* **About this exercise**
Extract the opening line of the entries and every line after it, stopping at and including the line that contains "0 6px,transparent 0". Do not include pictures.

——————————

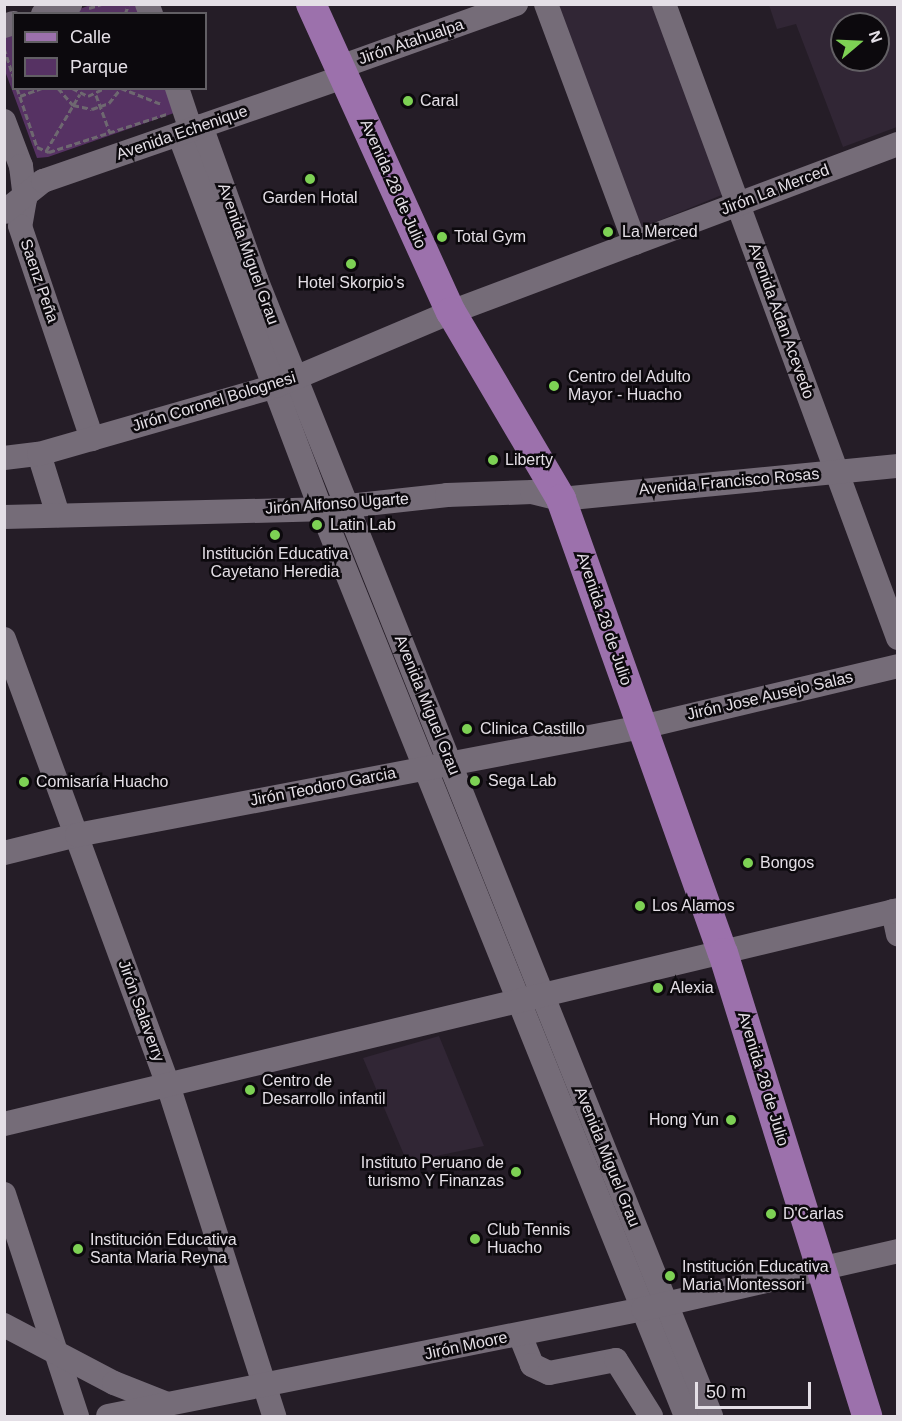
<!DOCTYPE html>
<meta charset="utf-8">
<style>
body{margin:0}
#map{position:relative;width:902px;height:1421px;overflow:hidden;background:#251d27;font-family:Helvetica,sans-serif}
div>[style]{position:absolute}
.built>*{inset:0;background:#312635}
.green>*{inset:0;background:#563263}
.path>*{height:3px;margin-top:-1.5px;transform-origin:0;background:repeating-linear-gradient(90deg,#6e6870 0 6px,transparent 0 9px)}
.minor>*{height:24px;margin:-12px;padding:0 12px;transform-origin:12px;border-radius:12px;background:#756c78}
.major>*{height:30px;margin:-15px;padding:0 15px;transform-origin:15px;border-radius:15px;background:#9c71ac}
.dots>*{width:16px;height:16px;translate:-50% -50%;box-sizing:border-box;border:3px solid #0c090d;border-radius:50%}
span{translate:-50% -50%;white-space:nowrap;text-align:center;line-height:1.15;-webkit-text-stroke:5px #0c090d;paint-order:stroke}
.street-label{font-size:16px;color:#e4dfe6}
.poi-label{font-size:16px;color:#e4dfe6}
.left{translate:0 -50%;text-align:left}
.right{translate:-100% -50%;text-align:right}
.frame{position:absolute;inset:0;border:6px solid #e4dfe6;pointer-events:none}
.legend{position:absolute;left:12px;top:12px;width:195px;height:78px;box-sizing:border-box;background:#0c090d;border:2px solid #625f64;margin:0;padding:8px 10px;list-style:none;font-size:18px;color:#e4dfe6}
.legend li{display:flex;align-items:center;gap:12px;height:30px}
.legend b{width:30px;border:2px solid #625f64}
.north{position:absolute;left:830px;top:12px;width:60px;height:60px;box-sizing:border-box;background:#0c090d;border:2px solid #625f64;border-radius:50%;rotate:71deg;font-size:16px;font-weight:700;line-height:24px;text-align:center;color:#e4dfe6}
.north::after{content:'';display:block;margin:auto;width:21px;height:27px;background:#7dd154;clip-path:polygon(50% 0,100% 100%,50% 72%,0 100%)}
.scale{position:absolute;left:695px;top:1382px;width:116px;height:27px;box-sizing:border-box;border:3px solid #e4dfe6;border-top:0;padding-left:8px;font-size:18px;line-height:21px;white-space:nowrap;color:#e4dfe6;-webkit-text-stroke:4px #0c090d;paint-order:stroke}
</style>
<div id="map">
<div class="built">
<div style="clip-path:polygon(558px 5px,659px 5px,729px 192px,641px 228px)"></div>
<div style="clip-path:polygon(evenodd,769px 5px,897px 5px,897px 127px,843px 147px,796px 24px,777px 29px,769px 5px,842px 24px,878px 24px,878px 60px,842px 60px,842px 24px)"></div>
<div style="clip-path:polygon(439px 1036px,484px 1146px,407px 1162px,363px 1058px)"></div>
</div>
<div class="green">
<div style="clip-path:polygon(93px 4px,142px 5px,145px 14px,66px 14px)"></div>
<div style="clip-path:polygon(13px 31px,14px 88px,172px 89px,177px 112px,48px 157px,37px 158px,5px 71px,4px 34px)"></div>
</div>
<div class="path">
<div style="left:89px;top:8px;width:13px;rotate:-18deg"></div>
<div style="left:125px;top:14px;width:9px;rotate:-69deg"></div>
<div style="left:4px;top:48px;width:32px;rotate:72deg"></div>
<div style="left:17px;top:88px;width:62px;rotate:71.3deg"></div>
<div style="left:37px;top:147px;width:13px;rotate:23deg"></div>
<div style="left:49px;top:152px;width:124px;rotate:-17.9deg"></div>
<div style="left:58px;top:88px;width:23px;rotate:49deg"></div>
<div style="left:73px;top:105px;width:19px;rotate:12deg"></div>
<div style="left:92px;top:109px;width:18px;rotate:-19deg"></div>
<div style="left:109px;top:103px;width:19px;rotate:-51deg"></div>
<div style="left:72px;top:88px;width:18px;rotate:27deg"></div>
<div style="left:88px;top:96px;width:19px;rotate:-25deg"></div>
<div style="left:121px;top:88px;width:43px;rotate:21.8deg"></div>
<div style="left:96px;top:95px;width:40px;rotate:69.8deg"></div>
<div style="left:20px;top:96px;width:23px;rotate:-20deg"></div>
<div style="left:46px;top:151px;width:66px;rotate:-59.2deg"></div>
</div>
<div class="minor">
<div style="left:147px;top:4px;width:11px;rotate:68deg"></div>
<div style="left:546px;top:4px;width:255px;rotate:69.6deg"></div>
<div style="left:664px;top:4px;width:676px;rotate:69.74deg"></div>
<div style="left:43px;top:14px;width:29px;rotate:-20deg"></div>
<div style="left:4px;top:26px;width:10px;rotate:-17deg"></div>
<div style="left:340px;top:67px;width:187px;rotate:-19.7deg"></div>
<div style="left:177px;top:88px;width:44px;rotate:71.6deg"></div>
<div style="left:4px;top:121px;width:48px;rotate:69.3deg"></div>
<div style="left:21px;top:166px;width:33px;rotate:83deg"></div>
<div style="left:25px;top:199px;width:27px;rotate:100deg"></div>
<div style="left:20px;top:226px;width:225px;rotate:71.3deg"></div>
<div style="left:201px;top:126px;width:163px;rotate:70.2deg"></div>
<div style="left:256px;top:279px;width:1225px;rotate:68.19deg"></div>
<div style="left:179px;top:134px;width:401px;rotate:69.3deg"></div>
<div style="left:321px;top:509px;width:978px;rotate:68.08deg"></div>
<div style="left:4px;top:212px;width:50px;rotate:-38.5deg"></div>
<div style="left:43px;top:181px;width:318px;rotate:-19.1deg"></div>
<div style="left:39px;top:454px;width:64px;rotate:72.7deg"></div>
<div style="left:4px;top:458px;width:35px;rotate:-7deg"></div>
<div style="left:39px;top:454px;width:247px;rotate:-16deg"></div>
<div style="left:276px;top:386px;width:190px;rotate:-22.9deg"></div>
<div style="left:451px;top:312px;width:478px;rotate:-20.6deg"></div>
<div style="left:4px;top:517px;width:317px;rotate:-1.4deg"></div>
<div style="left:321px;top:509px;width:127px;rotate:-6.3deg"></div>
<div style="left:447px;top:495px;width:85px;rotate:-2deg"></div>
<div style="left:532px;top:492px;width:30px;rotate:14deg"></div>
<div style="left:561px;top:499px;width:339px;rotate:-5.6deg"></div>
<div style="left:4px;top:639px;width:475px;rotate:69.8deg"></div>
<div style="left:168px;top:1085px;width:348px;rotate:72.2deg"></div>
<div style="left:4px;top:853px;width:75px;rotate:-13.9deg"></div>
<div style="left:77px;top:835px;width:575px;rotate:-10.82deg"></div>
<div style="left:642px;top:727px;width:263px;rotate:-13.4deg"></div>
<div style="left:893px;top:911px;width:24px;rotate:78deg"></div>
<div style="left:4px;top:1124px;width:919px;rotate:-13.46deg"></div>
<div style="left:4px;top:1194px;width:234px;rotate:71.8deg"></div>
<div style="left:4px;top:1325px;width:124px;rotate:27.8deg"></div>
<div style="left:114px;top:1383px;width:55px;rotate:21.4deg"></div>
<div style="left:520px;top:1335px;width:32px;rotate:68deg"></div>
<div style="left:532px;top:1365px;width:19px;rotate:25deg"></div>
<div style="left:549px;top:1373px;width:68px;rotate:-11deg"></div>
<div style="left:616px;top:1360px;width:66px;rotate:58deg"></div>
<div style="left:108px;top:1416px;width:546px;rotate:-11.31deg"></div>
<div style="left:643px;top:1309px;width:262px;rotate:-12.8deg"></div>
</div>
<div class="major">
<div style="left:311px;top:4px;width:338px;rotate:65.6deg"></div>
<div style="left:451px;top:312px;width:217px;rotate:59.5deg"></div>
<div style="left:561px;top:499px;width:482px;rotate:70.4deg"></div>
<div style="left:723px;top:953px;width:485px;rotate:72.7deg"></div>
</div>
<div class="dots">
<div style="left:408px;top:101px;background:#7dd154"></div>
<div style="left:310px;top:179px;background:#7dd154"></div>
<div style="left:608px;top:232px;background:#7dd154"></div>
<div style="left:442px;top:237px;background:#7dd154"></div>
<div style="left:351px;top:264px;background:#7dd154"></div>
<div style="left:554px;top:386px;background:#7dd154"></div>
<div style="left:493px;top:460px;background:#7dd154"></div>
<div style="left:317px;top:525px;background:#7dd154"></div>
<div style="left:275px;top:535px;background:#7dd154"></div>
<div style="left:467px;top:729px;background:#7dd154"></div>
<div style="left:475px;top:781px;background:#7dd154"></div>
<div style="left:24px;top:782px;background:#7dd154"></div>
<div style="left:748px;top:863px;background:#7dd154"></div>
<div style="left:640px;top:906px;background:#7dd154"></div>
<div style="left:658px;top:988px;background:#7dd154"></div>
<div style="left:250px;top:1090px;background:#7dd154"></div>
<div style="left:731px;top:1120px;background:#7dd154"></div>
<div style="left:516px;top:1172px;background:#7dd154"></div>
<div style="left:771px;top:1214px;background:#7dd154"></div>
<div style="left:475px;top:1239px;background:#7dd154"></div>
<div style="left:78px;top:1249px;background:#7dd154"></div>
<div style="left:670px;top:1276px;background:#7dd154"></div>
</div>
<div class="street-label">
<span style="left:411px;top:42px;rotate:-19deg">Jirón Atahualpa</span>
<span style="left:182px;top:133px;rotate:-19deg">Avenida Echenique</span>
<span style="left:393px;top:184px;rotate:66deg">Avenida 28 de Julio</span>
<span style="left:775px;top:190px;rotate:-21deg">Jirón La Merced</span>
<span style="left:248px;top:254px;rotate:70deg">Avenida Miguel Grau</span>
<span style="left:39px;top:281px;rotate:71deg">Saenz Peña</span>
<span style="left:781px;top:321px;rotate:70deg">Avenida Adan Acevedo</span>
<span style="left:214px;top:402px;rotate:-17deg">Jirón Coronel Bolognesi</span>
<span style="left:729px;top:482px;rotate:-5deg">Avenida Francisco Rosas</span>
<span style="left:337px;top:504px;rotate:-4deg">Jirón Alfonso Ugarte</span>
<span style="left:604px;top:619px;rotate:71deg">Avenida 28 de Julio</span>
<span style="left:770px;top:696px;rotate:-13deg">Jirón Jose Ausejo Salas</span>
<span style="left:427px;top:705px;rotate:68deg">Avenida Miguel Grau</span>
<span style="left:323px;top:787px;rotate:-11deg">Jirón Teodoro Garcia</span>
<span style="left:141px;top:1011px;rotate:70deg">Jirón Salaverry</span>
<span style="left:763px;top:1079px;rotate:73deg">Avenida 28 de Julio</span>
<span style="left:607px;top:1157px;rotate:68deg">Avenida Miguel Grau</span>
<span style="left:466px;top:1346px;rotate:-12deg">Jirón Moore</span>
</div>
<div class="poi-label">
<span class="left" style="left:420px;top:101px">Caral</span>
<span style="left:310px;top:198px">Garden Hotal</span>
<span class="left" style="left:622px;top:232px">La Merced</span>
<span class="left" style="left:454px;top:237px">Total Gym</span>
<span style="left:351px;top:283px">Hotel Skorpio's</span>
<span class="left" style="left:568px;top:386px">Centro del Adulto<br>Mayor - Huacho</span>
<span class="left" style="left:505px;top:460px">Liberty</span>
<span class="left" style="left:330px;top:525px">Latin Lab</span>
<span style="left:275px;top:563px">Institución Educativa<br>Cayetano Heredia</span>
<span class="left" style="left:480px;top:729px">Clinica Castillo</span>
<span class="left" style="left:488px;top:781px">Sega Lab</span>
<span class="left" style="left:36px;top:782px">Comisaría Huacho</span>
<span class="left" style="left:760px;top:863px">Bongos</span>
<span class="left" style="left:652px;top:906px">Los Alamos</span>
<span class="left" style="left:670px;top:988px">Alexia</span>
<span class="left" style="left:262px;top:1090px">Centro de<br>Desarrollo infantil</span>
<span class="right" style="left:719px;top:1120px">Hong Yun</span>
<span class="right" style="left:504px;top:1172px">Instituto Peruano de<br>turismo Y Finanzas</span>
<span class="left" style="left:783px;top:1214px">D'Carlas</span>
<span class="left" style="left:487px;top:1239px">Club Tennis<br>Huacho</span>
<span class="left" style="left:90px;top:1249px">Institución Educativa<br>Santa Maria Reyna</span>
<span class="left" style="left:682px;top:1276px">Institución Educativa<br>Maria Montessori</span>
</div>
<div class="frame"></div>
<ul class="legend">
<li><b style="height:8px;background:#9c71ac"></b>Calle</li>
<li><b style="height:16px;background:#563263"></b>Parque</li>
</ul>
<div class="north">N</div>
<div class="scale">50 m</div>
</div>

——————————

* **Solution for this task**
<!DOCTYPE html>
<meta charset="utf-8">
<style>
body{margin:0}
#map{position:relative;width:902px;height:1421px;overflow:hidden;background:#251d27;font-family:Helvetica,sans-serif}
div>[style]{position:absolute}
.built>*{inset:0;background:#312635}
.green>*{inset:0;background:#563263}
.path>*{height:3px;margin-top:-1.5px;transform-origin:0;background:repeating-linear-gradient(90deg,#6e6870 0 6px,transparent 0 9px)}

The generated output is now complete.